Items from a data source

....................

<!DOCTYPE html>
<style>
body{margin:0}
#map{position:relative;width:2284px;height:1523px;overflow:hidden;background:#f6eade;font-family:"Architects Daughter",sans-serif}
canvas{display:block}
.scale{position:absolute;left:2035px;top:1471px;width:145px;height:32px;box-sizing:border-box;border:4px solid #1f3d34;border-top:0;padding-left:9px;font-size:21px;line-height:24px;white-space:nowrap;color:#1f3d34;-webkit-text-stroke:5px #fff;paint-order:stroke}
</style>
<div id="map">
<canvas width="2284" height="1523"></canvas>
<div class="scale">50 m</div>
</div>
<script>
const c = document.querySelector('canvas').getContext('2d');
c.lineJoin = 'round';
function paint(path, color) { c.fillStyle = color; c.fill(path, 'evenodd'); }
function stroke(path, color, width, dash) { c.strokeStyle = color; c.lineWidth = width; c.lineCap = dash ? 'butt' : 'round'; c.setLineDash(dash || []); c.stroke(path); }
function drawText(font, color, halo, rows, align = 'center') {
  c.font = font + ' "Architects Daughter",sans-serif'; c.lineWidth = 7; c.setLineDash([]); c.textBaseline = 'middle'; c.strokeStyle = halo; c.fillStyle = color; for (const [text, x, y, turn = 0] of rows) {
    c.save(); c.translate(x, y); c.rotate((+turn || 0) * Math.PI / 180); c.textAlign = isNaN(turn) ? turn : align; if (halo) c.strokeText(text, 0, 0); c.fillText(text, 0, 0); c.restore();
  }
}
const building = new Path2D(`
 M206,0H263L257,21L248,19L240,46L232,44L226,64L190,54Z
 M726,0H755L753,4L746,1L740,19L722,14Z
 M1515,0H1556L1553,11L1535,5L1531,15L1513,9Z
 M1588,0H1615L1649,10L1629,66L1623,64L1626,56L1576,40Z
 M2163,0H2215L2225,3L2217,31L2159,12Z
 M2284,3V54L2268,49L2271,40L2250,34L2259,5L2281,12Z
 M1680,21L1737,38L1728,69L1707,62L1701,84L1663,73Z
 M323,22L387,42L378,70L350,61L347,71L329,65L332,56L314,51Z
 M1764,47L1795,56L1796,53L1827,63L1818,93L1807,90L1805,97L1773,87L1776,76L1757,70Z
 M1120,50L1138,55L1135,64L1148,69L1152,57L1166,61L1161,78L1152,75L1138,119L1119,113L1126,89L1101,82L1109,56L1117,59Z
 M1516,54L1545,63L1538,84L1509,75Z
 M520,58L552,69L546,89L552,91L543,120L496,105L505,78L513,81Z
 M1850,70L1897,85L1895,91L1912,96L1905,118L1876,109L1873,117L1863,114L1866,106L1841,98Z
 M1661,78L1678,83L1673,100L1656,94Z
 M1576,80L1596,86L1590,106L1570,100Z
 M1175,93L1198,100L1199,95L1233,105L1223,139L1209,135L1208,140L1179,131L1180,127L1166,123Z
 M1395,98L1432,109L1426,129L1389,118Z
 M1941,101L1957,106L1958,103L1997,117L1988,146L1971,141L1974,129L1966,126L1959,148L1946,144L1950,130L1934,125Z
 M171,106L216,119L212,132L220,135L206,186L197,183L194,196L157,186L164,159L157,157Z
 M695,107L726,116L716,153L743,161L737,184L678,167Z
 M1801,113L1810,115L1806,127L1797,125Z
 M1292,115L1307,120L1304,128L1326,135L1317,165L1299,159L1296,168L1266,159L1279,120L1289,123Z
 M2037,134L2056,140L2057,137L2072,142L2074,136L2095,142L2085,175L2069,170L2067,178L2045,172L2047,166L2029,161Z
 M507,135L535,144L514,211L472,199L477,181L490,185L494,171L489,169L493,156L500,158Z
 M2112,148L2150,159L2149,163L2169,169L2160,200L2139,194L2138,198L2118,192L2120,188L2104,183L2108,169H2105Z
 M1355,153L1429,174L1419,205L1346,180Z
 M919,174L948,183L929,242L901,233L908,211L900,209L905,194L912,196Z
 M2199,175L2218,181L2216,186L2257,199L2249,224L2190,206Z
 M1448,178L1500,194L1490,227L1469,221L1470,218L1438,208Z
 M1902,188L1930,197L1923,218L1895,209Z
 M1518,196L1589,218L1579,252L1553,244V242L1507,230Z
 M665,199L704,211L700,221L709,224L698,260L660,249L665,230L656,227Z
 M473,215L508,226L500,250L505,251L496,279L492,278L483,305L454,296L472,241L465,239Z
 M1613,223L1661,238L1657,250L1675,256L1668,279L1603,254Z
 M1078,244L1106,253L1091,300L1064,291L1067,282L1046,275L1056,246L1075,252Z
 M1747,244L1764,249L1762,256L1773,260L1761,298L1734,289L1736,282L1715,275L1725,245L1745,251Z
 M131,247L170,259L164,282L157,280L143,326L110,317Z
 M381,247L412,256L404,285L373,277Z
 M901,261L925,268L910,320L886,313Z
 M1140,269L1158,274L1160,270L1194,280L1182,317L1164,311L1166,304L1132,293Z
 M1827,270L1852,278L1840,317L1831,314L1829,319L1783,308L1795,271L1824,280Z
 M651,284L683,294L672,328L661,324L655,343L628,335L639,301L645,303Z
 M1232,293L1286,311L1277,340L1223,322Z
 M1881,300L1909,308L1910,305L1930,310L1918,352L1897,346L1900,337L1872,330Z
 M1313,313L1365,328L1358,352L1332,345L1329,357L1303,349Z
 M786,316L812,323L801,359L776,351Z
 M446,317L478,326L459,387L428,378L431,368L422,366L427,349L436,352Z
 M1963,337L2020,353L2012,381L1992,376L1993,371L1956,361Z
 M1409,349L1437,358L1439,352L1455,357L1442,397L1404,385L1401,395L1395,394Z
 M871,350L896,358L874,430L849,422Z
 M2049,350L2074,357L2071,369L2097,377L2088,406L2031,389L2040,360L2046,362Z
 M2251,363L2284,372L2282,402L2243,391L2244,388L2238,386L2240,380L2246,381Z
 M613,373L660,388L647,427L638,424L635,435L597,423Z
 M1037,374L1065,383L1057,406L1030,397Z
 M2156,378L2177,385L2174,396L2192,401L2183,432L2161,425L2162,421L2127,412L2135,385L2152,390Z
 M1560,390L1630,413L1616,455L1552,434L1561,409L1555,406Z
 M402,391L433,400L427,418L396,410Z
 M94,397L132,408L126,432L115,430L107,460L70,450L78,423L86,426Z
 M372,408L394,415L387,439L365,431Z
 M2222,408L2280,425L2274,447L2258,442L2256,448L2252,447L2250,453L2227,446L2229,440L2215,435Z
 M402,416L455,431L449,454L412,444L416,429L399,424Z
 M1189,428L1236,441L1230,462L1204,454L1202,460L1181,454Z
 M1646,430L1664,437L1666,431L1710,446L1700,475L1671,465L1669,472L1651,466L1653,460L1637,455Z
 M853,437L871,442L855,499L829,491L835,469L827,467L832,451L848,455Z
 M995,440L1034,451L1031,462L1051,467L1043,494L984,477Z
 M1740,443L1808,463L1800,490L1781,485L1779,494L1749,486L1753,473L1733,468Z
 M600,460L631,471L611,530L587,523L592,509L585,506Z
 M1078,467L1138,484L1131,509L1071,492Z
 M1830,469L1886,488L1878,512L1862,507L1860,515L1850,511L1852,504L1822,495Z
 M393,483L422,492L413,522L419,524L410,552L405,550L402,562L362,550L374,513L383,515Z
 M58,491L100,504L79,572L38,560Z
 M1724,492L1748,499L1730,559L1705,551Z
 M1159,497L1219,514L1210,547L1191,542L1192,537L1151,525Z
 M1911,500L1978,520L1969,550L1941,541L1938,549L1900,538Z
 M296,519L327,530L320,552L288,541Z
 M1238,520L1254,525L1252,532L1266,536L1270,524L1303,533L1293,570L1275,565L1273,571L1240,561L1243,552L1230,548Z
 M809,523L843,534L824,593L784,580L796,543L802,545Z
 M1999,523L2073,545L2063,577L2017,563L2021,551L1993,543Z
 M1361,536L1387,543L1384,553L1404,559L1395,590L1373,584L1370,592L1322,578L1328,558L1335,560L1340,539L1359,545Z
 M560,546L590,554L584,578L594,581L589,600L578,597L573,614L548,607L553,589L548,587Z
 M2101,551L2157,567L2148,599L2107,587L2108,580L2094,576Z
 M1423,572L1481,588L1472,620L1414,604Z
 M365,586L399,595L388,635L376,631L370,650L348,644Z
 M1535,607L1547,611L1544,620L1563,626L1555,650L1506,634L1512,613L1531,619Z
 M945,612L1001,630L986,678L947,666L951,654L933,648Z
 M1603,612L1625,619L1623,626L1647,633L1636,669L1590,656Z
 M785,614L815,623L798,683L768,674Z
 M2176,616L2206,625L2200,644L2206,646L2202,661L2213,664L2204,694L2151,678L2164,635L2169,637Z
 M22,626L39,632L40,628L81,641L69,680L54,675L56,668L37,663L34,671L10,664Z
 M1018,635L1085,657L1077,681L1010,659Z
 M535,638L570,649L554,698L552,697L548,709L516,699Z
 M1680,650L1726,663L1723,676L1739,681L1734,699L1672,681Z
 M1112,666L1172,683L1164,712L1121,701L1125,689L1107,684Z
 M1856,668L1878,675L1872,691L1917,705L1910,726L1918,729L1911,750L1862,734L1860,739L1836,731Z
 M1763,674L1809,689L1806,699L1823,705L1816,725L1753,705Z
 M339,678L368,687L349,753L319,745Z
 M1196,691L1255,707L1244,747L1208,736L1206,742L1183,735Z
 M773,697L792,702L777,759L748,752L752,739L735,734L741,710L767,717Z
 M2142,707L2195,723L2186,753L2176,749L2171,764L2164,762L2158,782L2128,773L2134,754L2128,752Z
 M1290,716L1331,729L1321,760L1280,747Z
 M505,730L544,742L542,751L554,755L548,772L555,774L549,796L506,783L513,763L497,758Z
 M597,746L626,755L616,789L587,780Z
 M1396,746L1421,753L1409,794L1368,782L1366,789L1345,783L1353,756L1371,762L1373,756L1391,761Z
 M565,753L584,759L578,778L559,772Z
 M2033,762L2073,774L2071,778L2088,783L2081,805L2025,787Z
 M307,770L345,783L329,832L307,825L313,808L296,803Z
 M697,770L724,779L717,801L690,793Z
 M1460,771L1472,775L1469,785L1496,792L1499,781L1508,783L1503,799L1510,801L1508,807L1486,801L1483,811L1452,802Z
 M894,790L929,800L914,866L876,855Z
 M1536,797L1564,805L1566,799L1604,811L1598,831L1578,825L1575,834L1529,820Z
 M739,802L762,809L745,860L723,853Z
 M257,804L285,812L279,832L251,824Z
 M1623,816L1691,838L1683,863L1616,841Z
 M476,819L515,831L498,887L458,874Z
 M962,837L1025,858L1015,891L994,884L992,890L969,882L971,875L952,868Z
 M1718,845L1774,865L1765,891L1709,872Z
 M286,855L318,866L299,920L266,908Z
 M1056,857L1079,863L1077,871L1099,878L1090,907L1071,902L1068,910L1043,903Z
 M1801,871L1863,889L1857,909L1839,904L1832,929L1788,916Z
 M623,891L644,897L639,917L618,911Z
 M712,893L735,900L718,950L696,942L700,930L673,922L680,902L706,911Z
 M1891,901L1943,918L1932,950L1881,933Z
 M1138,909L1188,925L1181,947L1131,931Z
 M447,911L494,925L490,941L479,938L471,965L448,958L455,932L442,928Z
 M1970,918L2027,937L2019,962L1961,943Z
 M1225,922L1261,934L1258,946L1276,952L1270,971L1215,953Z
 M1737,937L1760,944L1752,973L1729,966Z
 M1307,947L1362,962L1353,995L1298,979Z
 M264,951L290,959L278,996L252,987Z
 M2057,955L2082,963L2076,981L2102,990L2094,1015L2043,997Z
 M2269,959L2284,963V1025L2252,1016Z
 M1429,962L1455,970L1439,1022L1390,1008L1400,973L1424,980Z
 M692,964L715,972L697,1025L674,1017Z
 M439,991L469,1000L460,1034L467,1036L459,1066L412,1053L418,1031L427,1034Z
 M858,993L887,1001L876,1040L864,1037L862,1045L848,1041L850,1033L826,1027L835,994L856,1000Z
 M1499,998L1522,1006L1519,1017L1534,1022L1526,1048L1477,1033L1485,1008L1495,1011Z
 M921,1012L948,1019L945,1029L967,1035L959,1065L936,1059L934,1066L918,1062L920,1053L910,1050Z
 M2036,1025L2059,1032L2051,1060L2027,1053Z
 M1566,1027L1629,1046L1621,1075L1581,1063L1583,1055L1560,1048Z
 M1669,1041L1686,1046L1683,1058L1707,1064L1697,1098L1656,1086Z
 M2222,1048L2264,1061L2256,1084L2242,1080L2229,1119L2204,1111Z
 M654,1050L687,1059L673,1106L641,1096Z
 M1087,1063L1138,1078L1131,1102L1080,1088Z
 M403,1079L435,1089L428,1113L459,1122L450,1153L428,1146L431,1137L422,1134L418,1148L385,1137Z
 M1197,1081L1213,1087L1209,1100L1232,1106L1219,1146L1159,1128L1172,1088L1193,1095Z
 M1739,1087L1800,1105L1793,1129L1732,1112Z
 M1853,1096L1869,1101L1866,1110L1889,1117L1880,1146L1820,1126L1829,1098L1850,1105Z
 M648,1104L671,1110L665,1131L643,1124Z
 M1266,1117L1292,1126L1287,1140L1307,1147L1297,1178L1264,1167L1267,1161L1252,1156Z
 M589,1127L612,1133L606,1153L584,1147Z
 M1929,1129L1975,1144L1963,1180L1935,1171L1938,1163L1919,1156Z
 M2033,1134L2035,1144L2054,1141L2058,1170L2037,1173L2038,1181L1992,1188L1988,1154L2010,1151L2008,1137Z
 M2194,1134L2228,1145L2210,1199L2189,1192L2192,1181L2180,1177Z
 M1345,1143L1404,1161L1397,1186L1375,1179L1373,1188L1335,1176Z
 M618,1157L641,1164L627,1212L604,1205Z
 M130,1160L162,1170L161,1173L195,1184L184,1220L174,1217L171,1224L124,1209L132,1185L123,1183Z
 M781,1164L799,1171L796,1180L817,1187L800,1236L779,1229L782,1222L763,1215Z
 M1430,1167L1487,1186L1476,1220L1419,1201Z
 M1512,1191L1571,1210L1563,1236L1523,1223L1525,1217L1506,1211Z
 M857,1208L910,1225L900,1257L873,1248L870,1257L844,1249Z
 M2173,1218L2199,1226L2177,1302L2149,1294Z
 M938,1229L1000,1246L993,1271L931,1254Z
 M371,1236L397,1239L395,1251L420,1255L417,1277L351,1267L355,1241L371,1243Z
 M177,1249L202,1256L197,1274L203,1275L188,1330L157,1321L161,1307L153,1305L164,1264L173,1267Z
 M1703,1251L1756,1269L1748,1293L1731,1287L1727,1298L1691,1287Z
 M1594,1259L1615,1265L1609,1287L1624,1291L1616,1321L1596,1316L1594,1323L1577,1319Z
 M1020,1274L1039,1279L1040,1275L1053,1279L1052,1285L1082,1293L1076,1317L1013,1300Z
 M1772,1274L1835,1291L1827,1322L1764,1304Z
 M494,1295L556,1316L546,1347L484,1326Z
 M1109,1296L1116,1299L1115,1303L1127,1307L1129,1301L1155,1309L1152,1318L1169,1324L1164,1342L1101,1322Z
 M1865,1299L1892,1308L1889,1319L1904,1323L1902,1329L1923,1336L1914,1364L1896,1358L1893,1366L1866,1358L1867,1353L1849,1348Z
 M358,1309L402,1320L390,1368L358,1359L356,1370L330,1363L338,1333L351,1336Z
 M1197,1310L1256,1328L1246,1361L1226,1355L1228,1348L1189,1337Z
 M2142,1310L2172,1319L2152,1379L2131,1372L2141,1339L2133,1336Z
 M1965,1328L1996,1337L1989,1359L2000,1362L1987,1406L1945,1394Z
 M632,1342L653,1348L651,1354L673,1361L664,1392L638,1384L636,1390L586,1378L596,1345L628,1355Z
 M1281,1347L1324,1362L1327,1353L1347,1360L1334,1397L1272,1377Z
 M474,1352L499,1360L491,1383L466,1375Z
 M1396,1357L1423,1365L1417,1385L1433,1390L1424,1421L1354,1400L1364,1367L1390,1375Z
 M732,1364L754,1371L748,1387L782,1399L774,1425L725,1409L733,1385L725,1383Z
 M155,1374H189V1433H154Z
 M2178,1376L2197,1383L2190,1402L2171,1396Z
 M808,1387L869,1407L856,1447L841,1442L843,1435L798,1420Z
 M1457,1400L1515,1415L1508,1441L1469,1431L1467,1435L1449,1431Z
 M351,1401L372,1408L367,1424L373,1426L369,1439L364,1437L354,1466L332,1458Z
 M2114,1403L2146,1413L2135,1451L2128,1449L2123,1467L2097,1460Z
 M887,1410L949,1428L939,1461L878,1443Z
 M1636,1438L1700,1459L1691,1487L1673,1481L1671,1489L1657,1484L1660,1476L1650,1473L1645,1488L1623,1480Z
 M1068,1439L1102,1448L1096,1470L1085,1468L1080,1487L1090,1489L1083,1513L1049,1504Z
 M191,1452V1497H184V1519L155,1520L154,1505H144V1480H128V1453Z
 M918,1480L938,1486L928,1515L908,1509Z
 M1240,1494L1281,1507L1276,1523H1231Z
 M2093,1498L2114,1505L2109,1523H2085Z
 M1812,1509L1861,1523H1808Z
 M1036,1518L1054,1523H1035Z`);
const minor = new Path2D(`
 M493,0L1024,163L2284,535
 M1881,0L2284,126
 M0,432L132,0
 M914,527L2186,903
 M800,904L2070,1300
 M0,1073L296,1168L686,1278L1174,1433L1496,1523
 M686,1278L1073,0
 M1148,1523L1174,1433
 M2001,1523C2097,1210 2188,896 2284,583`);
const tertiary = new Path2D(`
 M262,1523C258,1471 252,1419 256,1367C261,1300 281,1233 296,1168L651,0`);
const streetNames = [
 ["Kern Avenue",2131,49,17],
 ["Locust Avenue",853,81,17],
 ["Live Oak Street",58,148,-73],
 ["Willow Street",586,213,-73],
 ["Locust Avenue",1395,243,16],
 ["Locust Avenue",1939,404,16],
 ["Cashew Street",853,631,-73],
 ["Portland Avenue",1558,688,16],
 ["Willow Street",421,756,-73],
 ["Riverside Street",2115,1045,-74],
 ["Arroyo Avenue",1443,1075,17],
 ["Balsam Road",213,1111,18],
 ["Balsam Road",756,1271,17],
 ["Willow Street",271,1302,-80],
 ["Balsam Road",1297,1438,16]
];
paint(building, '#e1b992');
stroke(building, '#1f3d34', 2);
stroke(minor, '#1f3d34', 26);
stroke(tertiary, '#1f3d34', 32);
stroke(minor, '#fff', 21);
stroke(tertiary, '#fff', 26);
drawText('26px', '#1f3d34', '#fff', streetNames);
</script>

....................

» YOUR ASSIGNMENT
Line by line, check the data above for the word "function" and state how many lines contain it. Give only the number.

» FINISHED TASK
3